Start of Supplied records

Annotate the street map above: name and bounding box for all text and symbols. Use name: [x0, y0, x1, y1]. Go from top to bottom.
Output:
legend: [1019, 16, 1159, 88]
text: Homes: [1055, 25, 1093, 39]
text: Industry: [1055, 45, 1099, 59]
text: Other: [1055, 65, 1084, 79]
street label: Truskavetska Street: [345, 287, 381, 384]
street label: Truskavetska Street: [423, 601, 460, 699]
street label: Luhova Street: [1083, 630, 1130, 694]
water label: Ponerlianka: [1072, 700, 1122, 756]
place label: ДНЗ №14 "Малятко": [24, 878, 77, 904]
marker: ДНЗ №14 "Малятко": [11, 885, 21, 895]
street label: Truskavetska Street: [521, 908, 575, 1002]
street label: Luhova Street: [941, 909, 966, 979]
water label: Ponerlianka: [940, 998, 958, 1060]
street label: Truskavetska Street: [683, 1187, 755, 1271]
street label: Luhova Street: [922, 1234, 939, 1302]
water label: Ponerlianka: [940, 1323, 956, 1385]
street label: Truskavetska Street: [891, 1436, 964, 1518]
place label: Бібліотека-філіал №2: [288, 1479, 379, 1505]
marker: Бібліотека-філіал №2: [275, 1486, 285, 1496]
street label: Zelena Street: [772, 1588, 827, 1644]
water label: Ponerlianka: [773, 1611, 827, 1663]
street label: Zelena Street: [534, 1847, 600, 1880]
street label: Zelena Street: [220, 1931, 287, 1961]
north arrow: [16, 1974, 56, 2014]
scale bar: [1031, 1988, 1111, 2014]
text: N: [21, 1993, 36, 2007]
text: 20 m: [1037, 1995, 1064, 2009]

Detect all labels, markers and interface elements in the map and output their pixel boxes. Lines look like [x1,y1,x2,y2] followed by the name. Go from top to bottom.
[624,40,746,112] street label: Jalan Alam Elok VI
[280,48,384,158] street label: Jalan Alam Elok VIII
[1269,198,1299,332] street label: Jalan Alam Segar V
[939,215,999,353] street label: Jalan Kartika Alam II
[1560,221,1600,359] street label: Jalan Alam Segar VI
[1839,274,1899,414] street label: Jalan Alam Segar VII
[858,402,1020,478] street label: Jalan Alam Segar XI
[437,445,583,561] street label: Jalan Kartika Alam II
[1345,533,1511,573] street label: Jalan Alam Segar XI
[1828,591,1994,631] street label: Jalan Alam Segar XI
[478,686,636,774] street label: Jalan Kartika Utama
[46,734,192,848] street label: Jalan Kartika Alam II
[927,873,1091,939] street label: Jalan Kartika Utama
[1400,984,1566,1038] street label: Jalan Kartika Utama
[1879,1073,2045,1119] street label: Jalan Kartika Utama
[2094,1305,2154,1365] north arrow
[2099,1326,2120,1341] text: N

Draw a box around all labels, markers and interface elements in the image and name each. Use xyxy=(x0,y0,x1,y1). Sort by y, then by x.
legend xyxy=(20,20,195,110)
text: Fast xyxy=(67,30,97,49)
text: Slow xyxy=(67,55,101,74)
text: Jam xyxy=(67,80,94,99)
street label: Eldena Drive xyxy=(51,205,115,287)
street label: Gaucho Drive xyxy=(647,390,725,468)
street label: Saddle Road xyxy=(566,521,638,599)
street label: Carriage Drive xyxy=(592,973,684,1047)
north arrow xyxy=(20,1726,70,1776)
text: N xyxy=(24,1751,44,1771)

End of Supplied records

**What you should do**
With nothing added or dropped, write out the listing again.

**Task response**
Annotate the street map above: name and bounding box for all text and symbols. Use name: [x0, y0, x1, y1]. Go from top to bottom.
Output:
legend: [1019, 16, 1159, 88]
text: Homes: [1055, 25, 1093, 39]
text: Industry: [1055, 45, 1099, 59]
text: Other: [1055, 65, 1084, 79]
street label: Truskavetska Street: [345, 287, 381, 384]
street label: Truskavetska Street: [423, 601, 460, 699]
street label: Luhova Street: [1083, 630, 1130, 694]
water label: Ponerlianka: [1072, 700, 1122, 756]
place label: ДНЗ №14 "Малятко": [24, 878, 77, 904]
marker: ДНЗ №14 "Малятко": [11, 885, 21, 895]
street label: Truskavetska Street: [521, 908, 575, 1002]
street label: Luhova Street: [941, 909, 966, 979]
water label: Ponerlianka: [940, 998, 958, 1060]
street label: Truskavetska Street: [683, 1187, 755, 1271]
street label: Luhova Street: [922, 1234, 939, 1302]
water label: Ponerlianka: [940, 1323, 956, 1385]
street label: Truskavetska Street: [891, 1436, 964, 1518]
place label: Бібліотека-філіал №2: [288, 1479, 379, 1505]
marker: Бібліотека-філіал №2: [275, 1486, 285, 1496]
street label: Zelena Street: [772, 1588, 827, 1644]
water label: Ponerlianka: [773, 1611, 827, 1663]
street label: Zelena Street: [534, 1847, 600, 1880]
street label: Zelena Street: [220, 1931, 287, 1961]
north arrow: [16, 1974, 56, 2014]
scale bar: [1031, 1988, 1111, 2014]
text: N: [21, 1993, 36, 2007]
text: 20 m: [1037, 1995, 1064, 2009]

Detect all labels, markers and interface elements in the map and output their pixel boxes. Lines look like [x1,y1,x2,y2] followed by the name. Go from top to bottom.
[624,40,746,112] street label: Jalan Alam Elok VI
[280,48,384,158] street label: Jalan Alam Elok VIII
[1269,198,1299,332] street label: Jalan Alam Segar V
[939,215,999,353] street label: Jalan Kartika Alam II
[1560,221,1600,359] street label: Jalan Alam Segar VI
[1839,274,1899,414] street label: Jalan Alam Segar VII
[858,402,1020,478] street label: Jalan Alam Segar XI
[437,445,583,561] street label: Jalan Kartika Alam II
[1345,533,1511,573] street label: Jalan Alam Segar XI
[1828,591,1994,631] street label: Jalan Alam Segar XI
[478,686,636,774] street label: Jalan Kartika Utama
[46,734,192,848] street label: Jalan Kartika Alam II
[927,873,1091,939] street label: Jalan Kartika Utama
[1400,984,1566,1038] street label: Jalan Kartika Utama
[1879,1073,2045,1119] street label: Jalan Kartika Utama
[2094,1305,2154,1365] north arrow
[2099,1326,2120,1341] text: N

Draw a box around all labels, markers and interface elements in the image and name each. Use xyxy=(x0,y0,x1,y1). Sort by y, then by x.
legend xyxy=(20,20,195,110)
text: Fast xyxy=(67,30,97,49)
text: Slow xyxy=(67,55,101,74)
text: Jam xyxy=(67,80,94,99)
street label: Eldena Drive xyxy=(51,205,115,287)
street label: Gaucho Drive xyxy=(647,390,725,468)
street label: Saddle Road xyxy=(566,521,638,599)
street label: Carriage Drive xyxy=(592,973,684,1047)
north arrow xyxy=(20,1726,70,1776)
text: N xyxy=(24,1751,44,1771)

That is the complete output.